Internal causation in Slovene: Constructions with the morpheme se and experiencer datives
By: Sabina Grahek
The paper is a reanalysis of sentences traditionally labelled “involuntary state constructions” as sentences expressing internally caused events which are beyond a person’s own control; in other words, as “internal causatives” (e.g. Petru se spi ‘Peter feels like sleeping / Peter is sleepy’). The analyses of Slovene internal causatives and equivalent structures in other languages fall into two major groups: causative and noncausative analyses. I show that Slovene data provide evidence in support of causative analysis, rather than modal (Rivero & Milojević Sheppard 2003) or the null FEEL-LIKE analysis (Marušič & Žaucer 2006).
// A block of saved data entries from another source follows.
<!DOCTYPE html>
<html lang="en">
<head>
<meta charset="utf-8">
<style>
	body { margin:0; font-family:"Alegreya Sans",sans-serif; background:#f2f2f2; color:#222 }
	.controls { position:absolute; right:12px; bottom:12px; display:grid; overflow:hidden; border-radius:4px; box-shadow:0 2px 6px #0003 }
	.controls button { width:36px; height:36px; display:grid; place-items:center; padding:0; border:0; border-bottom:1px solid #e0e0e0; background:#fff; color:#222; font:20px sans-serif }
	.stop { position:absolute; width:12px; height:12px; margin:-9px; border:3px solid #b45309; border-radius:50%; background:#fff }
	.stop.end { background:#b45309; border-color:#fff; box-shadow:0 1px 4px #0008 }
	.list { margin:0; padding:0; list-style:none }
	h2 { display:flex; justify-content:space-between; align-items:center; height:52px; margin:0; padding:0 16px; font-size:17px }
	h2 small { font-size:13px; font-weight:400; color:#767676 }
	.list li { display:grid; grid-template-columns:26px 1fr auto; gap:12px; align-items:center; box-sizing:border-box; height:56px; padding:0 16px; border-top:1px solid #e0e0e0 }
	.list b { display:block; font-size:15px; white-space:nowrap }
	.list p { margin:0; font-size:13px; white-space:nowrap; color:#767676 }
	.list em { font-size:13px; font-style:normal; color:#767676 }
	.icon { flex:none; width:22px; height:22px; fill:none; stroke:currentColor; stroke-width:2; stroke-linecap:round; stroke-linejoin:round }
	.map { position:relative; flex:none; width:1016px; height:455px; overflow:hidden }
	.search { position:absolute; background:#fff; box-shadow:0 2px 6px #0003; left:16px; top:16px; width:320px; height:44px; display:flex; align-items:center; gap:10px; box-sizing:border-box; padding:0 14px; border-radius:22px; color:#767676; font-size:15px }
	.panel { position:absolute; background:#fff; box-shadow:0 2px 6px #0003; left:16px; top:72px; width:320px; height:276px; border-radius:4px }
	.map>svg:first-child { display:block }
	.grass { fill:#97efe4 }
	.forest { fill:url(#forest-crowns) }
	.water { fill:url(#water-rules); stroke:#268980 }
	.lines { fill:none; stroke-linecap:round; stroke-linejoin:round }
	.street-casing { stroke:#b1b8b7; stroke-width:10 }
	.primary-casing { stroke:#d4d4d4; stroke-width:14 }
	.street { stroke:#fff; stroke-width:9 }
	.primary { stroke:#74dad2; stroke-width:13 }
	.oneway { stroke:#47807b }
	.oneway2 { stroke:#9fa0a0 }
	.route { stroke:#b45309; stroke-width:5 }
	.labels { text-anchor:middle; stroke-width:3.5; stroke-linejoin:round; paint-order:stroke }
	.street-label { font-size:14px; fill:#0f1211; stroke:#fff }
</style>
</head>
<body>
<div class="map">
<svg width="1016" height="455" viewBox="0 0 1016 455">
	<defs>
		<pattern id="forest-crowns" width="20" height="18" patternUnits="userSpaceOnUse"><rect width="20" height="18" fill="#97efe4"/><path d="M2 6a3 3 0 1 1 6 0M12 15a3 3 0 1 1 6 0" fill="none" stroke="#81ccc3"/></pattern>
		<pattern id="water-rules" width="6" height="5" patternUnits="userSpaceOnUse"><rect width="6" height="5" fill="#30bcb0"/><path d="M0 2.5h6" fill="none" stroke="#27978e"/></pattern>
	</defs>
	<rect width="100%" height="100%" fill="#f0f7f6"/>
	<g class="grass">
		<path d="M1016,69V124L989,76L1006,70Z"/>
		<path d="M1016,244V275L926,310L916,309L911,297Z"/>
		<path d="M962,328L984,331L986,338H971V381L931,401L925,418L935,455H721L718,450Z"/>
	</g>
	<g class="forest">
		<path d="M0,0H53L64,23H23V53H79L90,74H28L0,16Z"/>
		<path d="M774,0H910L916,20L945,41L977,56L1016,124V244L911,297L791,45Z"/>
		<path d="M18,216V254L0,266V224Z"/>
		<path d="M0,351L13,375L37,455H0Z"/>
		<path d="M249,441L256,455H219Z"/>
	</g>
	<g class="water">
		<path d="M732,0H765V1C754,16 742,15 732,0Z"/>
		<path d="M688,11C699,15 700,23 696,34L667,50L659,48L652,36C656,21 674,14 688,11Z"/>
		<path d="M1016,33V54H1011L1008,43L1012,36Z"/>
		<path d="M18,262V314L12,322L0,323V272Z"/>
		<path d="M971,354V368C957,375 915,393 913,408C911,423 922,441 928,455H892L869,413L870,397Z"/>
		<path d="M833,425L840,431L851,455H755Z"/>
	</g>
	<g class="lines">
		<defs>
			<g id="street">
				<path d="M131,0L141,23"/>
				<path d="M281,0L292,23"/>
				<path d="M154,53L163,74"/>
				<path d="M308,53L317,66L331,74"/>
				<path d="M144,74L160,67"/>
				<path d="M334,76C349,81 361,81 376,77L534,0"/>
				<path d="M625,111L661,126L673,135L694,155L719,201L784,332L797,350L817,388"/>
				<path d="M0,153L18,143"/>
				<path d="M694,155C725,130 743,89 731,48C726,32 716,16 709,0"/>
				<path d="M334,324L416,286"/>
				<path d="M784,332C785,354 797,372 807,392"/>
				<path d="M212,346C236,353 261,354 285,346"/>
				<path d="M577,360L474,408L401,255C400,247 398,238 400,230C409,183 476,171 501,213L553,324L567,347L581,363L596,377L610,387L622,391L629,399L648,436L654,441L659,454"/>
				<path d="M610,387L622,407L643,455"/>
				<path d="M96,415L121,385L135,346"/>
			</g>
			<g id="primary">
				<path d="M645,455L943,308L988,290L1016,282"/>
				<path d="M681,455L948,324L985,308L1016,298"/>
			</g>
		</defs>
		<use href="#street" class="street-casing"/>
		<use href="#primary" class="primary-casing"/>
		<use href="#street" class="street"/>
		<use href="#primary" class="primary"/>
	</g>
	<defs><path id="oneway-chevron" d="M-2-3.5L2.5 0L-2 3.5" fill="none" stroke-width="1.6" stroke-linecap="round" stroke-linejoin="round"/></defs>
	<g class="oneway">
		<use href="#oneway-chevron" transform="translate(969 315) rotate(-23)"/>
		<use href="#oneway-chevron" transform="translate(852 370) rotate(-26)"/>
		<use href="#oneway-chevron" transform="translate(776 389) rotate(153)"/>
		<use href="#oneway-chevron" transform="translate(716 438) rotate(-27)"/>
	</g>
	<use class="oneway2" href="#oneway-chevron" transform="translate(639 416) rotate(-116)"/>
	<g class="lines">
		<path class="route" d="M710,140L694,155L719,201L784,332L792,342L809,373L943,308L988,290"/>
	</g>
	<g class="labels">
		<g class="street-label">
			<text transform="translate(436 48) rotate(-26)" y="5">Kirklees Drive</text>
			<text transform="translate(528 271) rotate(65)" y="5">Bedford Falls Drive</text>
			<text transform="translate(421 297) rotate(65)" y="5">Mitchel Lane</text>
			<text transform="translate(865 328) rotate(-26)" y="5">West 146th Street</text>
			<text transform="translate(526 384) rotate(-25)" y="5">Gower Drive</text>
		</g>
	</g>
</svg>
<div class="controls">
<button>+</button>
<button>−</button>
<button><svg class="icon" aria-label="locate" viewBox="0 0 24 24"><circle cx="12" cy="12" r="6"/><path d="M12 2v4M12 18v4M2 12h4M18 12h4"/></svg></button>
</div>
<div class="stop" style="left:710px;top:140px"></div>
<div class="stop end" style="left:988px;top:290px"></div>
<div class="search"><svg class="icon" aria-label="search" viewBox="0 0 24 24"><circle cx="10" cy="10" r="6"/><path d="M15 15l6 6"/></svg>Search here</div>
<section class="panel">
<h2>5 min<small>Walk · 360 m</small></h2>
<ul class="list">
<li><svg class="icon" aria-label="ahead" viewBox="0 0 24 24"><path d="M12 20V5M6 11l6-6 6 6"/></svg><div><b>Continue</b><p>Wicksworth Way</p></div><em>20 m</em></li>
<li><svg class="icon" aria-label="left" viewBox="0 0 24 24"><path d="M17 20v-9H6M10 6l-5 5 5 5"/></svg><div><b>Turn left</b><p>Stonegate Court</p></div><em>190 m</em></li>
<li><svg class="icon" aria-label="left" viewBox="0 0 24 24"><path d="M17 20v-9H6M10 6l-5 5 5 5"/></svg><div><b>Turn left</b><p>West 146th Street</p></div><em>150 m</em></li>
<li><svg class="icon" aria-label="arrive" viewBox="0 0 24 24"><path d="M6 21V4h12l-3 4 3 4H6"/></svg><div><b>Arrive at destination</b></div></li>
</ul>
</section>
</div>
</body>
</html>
Furthermore, the evidence I present supports the view that Slovene internal causatives are monoclausal structures, with se functioning as a role-reducing operator and the Experiencer dative as an indirect object (as argued by Moore & Perlmutter (2000) for Russian), rather than a syntactic subject (Marušič & Žaucer 2006) or an adjunct (Rivero & Milojević Sheppard 2003). This study, carried out within the Government and Binding Theory and current generative theories of argument structure, also puts forward a unified approach to Slovene internal causatives and anticausatives (e.g. Vaza se razbije ‘The vase breaks’) as a single class of derived causatives based on the role of se during their derivation. I discuss syntactic and semantic similarities between Slovene internal causatives and anticausatives to provide evidence that both types of causative sentences display the same “causative se”, which reduces the external argument of a verb in the lexicon. In addition, I point out that syntactic differences between Slovene internal causatives and anticausatives, regarding their external arguments and the transitivity properties, are not evidence against the unified treatment, since they are independent of se. Finally, this paper compares causative se with other types of se in Slovene and briefly outlines my unified analysis of se, which assumes that se in all its manifestations represents the same non-referential morpheme, and that the impact of se on a verb’s argument structure is determined by the properties of different classes of input verbs, rather than any inherent properties of se.